▸ Supplied records:
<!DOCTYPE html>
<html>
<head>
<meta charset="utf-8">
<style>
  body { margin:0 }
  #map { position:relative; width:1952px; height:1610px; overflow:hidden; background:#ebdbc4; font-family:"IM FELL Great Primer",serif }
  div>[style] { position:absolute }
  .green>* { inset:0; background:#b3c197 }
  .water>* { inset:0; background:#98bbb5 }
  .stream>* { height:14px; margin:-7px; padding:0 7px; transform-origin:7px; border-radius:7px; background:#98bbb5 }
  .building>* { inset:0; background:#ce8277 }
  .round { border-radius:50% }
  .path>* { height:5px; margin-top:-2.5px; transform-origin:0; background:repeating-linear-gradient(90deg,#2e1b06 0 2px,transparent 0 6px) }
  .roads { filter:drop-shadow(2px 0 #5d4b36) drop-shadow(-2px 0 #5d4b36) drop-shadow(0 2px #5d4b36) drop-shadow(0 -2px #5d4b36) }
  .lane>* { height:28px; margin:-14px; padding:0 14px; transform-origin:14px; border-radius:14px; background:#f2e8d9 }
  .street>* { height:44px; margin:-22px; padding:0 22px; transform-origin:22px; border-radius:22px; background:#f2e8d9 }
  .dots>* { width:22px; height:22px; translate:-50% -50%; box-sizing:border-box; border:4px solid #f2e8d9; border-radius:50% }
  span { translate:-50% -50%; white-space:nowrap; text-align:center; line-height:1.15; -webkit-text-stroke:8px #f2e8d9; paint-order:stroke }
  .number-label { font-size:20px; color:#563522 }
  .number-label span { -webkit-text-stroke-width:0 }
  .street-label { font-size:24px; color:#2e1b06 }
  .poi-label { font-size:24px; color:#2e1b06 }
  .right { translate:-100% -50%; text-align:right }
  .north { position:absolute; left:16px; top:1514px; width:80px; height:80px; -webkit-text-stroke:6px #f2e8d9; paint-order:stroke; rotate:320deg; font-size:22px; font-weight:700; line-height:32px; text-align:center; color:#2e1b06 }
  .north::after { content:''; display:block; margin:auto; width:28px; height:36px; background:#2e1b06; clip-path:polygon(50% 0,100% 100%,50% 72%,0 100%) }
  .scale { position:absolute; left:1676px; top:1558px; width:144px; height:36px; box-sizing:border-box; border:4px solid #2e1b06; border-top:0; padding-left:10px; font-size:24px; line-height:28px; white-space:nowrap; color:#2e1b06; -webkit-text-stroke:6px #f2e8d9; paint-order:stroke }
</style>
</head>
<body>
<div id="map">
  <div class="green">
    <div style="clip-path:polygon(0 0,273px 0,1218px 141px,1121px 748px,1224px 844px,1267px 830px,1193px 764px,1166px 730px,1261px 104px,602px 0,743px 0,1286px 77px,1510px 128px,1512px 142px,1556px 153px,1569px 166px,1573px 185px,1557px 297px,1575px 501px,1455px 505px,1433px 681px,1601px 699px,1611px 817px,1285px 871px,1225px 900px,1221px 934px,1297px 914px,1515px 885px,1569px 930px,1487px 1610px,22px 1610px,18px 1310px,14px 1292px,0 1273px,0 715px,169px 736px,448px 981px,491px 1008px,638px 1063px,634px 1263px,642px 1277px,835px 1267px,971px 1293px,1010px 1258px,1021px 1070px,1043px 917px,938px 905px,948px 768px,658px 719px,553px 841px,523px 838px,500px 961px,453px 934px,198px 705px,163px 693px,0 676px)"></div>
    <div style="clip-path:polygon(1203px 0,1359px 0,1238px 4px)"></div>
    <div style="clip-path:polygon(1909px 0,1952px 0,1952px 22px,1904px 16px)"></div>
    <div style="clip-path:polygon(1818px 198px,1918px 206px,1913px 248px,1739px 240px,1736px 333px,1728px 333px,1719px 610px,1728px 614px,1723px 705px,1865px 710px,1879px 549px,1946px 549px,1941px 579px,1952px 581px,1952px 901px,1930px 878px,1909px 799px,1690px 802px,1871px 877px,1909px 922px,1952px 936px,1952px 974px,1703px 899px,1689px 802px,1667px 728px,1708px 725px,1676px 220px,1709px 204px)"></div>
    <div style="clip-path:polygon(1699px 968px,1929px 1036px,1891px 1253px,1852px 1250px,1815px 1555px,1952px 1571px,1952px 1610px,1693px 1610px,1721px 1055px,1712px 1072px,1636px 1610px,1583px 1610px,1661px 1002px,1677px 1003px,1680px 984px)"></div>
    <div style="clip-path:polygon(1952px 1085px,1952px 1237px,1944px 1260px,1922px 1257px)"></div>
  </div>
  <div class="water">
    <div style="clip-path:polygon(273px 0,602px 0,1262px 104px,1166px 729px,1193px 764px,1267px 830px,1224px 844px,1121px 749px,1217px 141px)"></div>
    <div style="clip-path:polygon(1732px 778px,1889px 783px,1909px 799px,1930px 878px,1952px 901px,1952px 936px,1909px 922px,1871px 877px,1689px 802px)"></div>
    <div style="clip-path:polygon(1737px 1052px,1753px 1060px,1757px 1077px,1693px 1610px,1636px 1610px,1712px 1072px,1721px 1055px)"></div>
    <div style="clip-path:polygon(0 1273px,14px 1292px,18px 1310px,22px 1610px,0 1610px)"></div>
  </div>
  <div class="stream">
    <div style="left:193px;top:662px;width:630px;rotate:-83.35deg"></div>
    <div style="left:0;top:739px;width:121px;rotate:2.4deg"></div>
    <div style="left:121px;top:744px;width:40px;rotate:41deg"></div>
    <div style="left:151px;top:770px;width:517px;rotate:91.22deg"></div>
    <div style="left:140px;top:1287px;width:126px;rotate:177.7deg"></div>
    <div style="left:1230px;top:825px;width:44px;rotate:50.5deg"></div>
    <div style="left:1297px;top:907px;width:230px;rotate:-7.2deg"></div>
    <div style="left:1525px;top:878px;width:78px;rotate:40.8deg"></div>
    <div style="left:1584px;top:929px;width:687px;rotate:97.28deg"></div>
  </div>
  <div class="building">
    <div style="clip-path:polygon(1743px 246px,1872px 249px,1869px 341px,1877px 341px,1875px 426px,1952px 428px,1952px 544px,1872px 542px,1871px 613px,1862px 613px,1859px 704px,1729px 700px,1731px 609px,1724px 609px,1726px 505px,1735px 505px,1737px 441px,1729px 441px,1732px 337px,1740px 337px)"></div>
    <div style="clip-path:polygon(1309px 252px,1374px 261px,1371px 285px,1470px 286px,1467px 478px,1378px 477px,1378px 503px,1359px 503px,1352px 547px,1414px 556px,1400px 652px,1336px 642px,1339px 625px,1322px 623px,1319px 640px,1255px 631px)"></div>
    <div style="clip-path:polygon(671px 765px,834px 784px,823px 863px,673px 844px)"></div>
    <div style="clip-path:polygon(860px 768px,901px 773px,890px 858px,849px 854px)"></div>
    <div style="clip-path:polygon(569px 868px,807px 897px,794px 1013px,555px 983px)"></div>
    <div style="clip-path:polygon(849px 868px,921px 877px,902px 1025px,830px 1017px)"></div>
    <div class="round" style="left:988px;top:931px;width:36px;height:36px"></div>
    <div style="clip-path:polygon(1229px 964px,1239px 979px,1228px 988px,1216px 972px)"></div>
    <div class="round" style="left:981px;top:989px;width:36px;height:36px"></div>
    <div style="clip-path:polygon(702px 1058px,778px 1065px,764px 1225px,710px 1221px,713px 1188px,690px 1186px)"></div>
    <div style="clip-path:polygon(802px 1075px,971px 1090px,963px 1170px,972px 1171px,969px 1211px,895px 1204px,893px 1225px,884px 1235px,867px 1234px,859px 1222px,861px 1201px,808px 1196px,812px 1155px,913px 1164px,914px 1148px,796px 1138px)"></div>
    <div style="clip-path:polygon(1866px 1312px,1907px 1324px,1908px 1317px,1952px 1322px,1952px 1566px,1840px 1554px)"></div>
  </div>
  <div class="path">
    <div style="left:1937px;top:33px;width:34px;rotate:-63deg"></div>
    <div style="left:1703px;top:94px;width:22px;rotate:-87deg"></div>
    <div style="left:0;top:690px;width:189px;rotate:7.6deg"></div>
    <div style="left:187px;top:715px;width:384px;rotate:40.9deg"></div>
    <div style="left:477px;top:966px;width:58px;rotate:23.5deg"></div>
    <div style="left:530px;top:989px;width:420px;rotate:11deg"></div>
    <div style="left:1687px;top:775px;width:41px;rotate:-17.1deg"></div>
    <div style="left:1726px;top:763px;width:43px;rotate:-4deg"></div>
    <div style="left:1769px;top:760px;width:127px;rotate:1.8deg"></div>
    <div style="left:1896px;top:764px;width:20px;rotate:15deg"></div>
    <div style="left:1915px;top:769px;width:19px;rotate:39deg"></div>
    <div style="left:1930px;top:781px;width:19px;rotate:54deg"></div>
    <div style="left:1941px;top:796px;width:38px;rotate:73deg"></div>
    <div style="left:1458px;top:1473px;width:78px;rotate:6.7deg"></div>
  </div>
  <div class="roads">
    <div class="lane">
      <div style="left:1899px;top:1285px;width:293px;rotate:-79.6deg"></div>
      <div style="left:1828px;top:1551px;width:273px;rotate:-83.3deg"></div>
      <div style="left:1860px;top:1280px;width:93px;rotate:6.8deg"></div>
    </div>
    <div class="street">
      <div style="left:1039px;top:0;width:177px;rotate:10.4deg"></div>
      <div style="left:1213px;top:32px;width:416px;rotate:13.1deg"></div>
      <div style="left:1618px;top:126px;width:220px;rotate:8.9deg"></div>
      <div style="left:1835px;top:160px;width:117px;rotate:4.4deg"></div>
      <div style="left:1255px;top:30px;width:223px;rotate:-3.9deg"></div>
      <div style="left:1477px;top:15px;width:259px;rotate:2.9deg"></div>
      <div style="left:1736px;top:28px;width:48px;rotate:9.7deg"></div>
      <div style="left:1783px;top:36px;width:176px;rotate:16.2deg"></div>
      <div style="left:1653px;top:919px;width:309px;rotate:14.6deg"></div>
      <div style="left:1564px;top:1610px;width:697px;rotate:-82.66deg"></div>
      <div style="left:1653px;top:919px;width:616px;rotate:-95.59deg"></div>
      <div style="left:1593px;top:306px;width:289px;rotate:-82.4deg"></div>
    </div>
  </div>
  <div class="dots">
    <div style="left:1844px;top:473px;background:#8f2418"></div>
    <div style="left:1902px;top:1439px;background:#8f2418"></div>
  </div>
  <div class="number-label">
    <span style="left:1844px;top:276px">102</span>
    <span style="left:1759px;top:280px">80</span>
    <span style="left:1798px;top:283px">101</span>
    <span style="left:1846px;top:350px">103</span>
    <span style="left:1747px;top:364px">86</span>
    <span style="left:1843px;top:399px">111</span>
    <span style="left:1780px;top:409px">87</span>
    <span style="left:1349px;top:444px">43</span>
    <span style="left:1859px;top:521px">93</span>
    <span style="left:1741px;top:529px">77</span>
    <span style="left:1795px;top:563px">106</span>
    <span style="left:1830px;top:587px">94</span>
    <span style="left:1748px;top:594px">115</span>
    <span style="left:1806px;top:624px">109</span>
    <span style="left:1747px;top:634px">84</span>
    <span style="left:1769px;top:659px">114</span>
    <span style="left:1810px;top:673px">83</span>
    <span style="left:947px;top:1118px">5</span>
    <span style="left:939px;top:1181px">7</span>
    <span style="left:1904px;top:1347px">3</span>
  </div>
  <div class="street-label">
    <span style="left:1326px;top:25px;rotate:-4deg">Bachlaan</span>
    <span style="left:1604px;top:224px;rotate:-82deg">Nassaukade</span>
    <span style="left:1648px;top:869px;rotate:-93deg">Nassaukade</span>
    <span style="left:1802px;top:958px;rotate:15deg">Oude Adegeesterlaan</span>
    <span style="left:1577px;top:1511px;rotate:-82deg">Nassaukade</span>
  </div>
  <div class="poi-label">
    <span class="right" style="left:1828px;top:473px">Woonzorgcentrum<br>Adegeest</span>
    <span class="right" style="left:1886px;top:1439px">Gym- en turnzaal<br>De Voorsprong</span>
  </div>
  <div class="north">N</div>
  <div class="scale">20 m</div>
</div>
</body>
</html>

▸ Task to carry out:
Reply with one number, the count of lines in the entries that hold the string "building".

▸ Answer below:
2